Ensuite, une autre pierre angulaire de Livr’Arbitre : de Roux et les hussards, avec Fidélité au miracle, de Barthelet, dont la fidélité est iconoclaste — chez les gentlemen, c’est une question de principe. L’auteur y opère une distinction radicale entre Les lanciers du ressentiment bourgeois et Les mousquetaires, incluant de Roux, mais aussi Nimier dans cette dernière catégorie. Au passage, il ne cache pas son dédain pour Blondin et Laurent, notamment. Avec des arguments très personnels, très vifs, donc tabous, mais loin d’être toujours faux. Le ton à contre-courant du discours habituel de la revue nous remplit d’admiration pour son audace.  Barthelet est paraît-il auteur d’une biographie de de Roux.
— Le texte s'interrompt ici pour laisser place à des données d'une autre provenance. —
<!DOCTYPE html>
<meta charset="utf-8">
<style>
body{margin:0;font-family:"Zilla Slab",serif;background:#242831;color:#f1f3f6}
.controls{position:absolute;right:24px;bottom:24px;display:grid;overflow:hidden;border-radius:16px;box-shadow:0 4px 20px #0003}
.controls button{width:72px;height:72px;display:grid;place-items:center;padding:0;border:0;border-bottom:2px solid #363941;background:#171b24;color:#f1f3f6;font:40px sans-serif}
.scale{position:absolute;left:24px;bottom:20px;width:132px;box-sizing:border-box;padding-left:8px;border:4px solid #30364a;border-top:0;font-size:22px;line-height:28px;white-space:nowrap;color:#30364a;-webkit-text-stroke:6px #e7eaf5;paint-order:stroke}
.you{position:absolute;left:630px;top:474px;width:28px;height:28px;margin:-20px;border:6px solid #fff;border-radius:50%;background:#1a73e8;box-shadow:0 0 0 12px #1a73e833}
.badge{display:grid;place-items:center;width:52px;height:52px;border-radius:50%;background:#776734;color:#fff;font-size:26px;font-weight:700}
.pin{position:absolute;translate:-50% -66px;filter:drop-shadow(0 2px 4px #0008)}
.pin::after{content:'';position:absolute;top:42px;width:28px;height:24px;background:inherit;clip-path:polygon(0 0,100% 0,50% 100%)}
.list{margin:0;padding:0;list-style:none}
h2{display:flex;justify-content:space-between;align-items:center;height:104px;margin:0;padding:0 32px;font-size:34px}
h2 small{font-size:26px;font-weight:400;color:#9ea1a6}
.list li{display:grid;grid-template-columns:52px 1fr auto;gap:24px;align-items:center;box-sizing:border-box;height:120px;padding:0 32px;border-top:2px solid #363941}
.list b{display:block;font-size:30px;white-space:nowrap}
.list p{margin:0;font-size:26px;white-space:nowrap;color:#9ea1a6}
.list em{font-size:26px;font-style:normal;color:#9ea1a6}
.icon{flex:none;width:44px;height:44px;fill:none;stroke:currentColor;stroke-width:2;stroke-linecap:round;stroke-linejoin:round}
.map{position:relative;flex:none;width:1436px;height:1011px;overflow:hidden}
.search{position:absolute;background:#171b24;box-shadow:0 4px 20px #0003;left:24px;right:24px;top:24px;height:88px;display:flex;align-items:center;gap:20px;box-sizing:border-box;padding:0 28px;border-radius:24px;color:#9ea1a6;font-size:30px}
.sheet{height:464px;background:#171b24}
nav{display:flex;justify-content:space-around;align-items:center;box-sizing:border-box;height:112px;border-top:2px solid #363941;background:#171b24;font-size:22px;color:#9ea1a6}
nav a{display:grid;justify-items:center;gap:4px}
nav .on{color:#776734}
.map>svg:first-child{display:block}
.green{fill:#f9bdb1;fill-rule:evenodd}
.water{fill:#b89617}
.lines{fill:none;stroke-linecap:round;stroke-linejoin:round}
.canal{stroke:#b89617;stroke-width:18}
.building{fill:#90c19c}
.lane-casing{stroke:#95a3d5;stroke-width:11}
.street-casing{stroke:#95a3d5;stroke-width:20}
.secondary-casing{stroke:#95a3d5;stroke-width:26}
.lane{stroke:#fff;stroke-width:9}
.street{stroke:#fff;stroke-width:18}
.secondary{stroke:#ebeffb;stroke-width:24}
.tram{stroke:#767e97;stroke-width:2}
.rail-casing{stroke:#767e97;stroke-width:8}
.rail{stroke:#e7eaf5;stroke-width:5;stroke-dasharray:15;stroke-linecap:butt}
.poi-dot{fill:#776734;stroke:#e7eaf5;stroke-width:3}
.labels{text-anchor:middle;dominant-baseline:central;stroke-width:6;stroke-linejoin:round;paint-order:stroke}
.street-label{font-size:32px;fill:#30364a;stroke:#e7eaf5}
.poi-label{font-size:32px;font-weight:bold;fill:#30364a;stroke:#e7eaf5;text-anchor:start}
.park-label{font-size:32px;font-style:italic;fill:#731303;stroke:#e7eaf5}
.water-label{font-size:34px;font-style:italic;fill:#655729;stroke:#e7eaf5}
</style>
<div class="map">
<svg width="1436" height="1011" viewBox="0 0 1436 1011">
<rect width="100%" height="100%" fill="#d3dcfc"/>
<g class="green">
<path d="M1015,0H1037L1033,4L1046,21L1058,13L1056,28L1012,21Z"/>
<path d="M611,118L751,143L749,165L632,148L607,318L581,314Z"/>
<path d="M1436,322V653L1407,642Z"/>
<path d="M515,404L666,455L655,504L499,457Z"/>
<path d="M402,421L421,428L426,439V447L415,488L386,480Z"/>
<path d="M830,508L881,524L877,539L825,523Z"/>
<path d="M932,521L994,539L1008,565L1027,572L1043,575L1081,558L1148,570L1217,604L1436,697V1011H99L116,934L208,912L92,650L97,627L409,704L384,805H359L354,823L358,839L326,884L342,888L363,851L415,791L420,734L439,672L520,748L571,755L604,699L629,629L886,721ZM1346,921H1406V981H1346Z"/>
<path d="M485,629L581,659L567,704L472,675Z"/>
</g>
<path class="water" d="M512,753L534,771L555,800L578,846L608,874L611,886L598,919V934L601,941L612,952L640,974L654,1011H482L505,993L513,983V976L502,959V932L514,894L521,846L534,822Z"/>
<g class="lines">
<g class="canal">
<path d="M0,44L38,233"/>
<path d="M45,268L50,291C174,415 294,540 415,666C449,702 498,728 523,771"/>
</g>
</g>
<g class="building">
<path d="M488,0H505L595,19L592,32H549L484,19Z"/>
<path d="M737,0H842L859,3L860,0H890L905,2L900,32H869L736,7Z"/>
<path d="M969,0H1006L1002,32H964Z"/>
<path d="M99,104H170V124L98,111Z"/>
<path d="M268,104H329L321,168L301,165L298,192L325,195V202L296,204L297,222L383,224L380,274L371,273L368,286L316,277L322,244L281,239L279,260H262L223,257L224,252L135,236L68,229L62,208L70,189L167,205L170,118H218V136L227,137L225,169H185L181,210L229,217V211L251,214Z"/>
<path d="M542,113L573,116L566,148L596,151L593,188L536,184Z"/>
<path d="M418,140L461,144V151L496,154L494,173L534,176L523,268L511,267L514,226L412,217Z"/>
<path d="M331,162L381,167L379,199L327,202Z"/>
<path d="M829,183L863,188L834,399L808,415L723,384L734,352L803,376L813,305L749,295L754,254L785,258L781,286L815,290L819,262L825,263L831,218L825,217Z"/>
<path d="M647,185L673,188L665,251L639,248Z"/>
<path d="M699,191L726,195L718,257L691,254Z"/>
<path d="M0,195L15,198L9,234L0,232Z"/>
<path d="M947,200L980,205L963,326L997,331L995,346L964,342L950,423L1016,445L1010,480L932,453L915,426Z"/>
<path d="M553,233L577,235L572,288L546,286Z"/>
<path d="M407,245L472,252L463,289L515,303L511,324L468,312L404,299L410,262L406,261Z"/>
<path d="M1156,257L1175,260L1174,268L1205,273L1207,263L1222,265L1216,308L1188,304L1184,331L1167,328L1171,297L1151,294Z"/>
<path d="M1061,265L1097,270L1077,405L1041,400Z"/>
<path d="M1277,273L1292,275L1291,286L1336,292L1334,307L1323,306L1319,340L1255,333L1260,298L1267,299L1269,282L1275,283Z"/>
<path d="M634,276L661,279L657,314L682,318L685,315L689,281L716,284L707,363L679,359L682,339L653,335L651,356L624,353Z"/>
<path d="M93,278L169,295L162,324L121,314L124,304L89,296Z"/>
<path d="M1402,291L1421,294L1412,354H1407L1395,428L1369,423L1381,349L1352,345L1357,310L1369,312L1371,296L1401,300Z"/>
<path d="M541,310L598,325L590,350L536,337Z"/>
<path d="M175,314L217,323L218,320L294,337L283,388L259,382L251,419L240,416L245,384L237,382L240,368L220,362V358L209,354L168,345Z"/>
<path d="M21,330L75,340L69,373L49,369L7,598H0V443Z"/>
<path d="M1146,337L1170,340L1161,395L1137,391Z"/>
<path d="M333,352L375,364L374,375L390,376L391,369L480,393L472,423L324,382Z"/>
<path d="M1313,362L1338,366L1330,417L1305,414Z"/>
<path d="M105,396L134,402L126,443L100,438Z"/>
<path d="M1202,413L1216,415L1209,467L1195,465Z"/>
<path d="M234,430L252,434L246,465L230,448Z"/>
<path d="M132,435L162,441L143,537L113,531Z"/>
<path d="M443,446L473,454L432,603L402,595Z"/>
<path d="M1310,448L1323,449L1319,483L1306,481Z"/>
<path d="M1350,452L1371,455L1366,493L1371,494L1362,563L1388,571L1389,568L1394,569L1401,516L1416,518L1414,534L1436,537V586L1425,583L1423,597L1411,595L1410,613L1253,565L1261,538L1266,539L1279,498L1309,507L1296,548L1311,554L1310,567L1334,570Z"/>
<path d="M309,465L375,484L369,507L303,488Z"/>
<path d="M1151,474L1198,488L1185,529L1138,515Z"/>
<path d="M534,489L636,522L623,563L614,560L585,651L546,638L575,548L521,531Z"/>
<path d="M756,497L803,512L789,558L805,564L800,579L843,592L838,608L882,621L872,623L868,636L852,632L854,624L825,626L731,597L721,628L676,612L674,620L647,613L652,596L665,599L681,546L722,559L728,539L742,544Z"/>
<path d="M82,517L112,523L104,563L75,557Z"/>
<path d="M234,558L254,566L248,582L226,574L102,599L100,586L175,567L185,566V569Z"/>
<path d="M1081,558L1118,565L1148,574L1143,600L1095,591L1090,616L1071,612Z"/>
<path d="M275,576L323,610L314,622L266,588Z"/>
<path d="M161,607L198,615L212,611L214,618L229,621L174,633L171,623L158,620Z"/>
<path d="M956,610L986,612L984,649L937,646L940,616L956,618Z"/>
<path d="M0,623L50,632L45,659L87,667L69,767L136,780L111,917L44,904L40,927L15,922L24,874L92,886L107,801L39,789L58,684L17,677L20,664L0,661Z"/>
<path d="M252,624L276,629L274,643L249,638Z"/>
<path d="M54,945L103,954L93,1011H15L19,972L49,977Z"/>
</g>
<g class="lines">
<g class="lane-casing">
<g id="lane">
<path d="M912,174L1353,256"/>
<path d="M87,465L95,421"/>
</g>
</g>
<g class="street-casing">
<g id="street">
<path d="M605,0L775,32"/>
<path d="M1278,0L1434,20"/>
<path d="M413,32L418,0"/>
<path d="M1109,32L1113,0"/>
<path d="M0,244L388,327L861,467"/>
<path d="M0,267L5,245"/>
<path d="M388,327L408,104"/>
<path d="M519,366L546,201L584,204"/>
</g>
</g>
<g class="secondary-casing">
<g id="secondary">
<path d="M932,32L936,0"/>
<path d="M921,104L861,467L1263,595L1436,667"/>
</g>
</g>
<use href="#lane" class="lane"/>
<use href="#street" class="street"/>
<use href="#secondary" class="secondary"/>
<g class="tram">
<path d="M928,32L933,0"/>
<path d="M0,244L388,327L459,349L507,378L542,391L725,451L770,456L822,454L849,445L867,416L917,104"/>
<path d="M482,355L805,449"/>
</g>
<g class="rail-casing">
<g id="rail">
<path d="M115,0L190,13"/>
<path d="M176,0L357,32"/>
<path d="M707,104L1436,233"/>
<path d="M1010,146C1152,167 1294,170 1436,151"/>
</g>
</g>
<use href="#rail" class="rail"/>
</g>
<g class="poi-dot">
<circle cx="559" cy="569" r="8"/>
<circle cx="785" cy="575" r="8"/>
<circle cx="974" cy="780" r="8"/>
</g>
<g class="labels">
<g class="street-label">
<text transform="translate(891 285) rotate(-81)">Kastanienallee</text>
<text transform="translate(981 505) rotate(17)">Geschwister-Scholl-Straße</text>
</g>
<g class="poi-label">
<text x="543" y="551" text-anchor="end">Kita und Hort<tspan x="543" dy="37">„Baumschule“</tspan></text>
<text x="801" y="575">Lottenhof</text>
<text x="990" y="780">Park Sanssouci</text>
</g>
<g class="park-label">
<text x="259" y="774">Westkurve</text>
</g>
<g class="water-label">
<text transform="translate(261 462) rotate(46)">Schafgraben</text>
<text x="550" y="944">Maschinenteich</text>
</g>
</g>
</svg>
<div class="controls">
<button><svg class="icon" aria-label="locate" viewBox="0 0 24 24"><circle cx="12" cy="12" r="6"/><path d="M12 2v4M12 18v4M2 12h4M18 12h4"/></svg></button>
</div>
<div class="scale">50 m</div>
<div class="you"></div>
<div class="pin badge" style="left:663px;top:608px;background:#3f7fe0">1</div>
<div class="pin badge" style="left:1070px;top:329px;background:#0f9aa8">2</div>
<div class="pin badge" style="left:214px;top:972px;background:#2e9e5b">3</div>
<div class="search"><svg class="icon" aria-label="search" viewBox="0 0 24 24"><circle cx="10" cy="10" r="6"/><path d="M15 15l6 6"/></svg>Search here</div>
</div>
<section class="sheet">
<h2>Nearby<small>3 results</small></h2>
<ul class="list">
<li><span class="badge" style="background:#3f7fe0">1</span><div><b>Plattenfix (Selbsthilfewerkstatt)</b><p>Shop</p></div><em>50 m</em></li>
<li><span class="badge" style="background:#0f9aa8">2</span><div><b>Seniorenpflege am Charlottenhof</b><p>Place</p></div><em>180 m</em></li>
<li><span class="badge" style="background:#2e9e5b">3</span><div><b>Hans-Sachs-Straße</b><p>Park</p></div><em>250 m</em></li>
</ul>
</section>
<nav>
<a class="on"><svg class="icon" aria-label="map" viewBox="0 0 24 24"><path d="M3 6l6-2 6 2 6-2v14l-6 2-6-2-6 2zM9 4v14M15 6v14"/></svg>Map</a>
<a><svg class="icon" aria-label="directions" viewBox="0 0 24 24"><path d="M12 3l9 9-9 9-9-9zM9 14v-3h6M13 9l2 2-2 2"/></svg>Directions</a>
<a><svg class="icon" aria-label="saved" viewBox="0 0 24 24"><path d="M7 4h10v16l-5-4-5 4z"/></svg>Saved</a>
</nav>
Miam-miam.
Frédéric Saenen

Last but not least, Frédéric Saenen, avec Correspondance fulgurante (T’aurais pu te fouler un peu pour le titre, Frédéric, j’ai l’air de quoi, maintenant), offrant l’analyse en profondeur qui s’imposait : celle du style de de Roux. Eh bien, Saenen est le seul à aborder la seule  question qui importe : celle du style insurrectionnel de de Roux. Parce que Saenen, pas mauvais romancier (nous y reviendrons), est un critique d’un discernement et d’une finesse remarquables. De quoi vous réconcilier avec cette profession honnie. Son article est d’une pertinence qui n’a pas besoin de moi. Lisez-le.
Le troisième volet de ces Atomes suspendus aura du reste pour thème l’ouvrage critique de Saenen, Drieu La Rochelle face à son œuvre,  aux éditions Infolio, que ce bâtard s‘est débrouillé pour me faire parvenir, je me demande bien qui lui a refilé mon adresse.
TM, juillet 2015.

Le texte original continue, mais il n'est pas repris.